Gouverner, c’est délibérer

C’est en laissant une plus grande place à la démocratie participative, chère à Rawls et à Habermas, que l’on pourra nourrir la démocratie représentative et éviter son crépuscule, sans les opposer, mais en trouvant ses complémentarités. La démocratie délibérative n’est pas nouvelle, l’intelligence collective et la participation citoyenne est aussi vieille que l’idée de faire cité. Dès l’Antiquité, on appelait Ecclésia, sur la colline de la Pnyx à Athènes, l’Assemblée des citoyens.

Renforcer la démocratie délibérative, sous ses formes innovantes et modernes, c’est retisser le lien avec le citoyen et faire confiance à son « savoir d’usage », celui de tous les jours. Indispensable chemin pour faire entendre la voix de la société civile. Cette « expertise ordinaire » que le philosophe américain John Dewey raconte par l’image de ceux qui portent les chaussures, et qui savent donc si elles font mal et où. Dewey continue de filer la métaphore en ajoutant que le cordonnier est lui le meilleur juge quant à son amélioration.

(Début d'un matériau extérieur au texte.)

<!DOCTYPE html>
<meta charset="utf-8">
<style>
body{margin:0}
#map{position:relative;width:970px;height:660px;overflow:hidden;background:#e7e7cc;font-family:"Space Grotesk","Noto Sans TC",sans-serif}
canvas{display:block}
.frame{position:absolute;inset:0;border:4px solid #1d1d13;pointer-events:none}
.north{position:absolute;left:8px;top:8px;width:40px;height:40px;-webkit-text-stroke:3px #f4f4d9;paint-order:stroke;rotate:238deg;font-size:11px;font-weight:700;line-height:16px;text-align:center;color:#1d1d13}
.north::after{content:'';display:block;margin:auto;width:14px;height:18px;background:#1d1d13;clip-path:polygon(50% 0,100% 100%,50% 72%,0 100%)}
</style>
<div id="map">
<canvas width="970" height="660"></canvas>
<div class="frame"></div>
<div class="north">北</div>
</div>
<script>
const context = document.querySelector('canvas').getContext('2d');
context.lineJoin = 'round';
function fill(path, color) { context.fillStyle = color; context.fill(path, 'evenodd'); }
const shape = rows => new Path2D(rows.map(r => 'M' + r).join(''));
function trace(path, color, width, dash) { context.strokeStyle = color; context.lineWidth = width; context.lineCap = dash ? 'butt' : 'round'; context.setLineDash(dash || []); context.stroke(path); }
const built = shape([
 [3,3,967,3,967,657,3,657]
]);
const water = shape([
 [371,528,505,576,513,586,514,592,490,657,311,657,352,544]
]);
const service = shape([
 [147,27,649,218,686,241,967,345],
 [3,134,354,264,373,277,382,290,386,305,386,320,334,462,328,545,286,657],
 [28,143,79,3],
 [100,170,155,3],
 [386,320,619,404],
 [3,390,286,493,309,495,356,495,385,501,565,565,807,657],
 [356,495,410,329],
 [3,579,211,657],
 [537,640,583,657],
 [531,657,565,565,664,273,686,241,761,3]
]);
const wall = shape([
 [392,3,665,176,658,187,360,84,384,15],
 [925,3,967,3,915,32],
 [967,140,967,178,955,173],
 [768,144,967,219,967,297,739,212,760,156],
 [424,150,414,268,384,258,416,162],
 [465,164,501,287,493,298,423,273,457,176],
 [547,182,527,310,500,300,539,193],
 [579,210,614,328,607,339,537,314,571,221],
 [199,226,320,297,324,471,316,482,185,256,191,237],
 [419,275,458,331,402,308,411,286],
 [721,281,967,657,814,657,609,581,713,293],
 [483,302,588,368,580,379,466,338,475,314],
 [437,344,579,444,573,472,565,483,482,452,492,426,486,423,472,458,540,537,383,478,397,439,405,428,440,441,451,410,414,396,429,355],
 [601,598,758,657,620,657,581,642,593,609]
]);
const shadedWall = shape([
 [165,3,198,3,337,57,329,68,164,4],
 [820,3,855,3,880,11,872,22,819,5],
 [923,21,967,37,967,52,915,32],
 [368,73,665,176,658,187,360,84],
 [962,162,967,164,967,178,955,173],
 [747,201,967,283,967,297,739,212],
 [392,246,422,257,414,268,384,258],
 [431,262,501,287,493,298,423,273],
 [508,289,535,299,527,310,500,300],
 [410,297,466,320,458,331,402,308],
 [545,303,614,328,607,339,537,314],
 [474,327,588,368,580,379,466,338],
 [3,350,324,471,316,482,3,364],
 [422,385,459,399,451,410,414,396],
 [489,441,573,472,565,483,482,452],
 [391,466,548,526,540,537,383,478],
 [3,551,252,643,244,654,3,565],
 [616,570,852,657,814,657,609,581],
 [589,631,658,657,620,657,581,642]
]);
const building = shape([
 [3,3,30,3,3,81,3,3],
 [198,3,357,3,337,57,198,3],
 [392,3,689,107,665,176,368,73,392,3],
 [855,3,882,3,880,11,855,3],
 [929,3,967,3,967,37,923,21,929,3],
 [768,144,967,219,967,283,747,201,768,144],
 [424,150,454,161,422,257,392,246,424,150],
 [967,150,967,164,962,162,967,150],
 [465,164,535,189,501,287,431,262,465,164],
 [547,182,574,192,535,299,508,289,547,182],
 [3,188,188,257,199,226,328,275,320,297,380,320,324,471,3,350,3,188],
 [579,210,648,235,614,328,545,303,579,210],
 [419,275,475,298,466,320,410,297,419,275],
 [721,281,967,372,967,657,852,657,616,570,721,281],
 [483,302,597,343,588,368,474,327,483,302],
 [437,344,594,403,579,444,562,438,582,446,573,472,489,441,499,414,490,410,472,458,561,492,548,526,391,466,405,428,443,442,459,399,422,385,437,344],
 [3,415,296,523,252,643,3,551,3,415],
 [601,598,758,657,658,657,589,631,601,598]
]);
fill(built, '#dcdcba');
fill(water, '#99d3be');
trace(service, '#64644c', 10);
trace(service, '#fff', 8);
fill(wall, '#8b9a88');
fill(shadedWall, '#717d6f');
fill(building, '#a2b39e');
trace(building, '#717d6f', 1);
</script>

Si l’outil existe, nous devons le pérenniser et renforcer son écoute. Trop souvent les rapports et les avis des citoyens s’empilent sans que ceux qui légifèrent ou gouvernent ne les prennent assez en compte. Mesure bien connue des constitutionnalistes, la saisine du Conseil d’État est obligatoire avant adoption par le conseil des ministres et leur dépôt devant le Parlement d’un projet de loi. Cette procédure d’avis systématique donne un l’exemple idéal de ce que pourrait être le parcours institutionnel des avis du CESE.

Imaginons une saisine obligatoire du CESE, qui donnerait à chacun des dossiers sur la table du conseil des ministres un éclairage sociétal.

N’en doutons pas, nous verrions se lever les horizons solidaires et revenir les lendemains heureux, à condition d’écouter la voix de la société civile pour une cité de la solidarité. »

* Auteur de Plaidoyer pour l’engagement citoyen, le regard d’un humanitaire, VA Editions, avril 2019.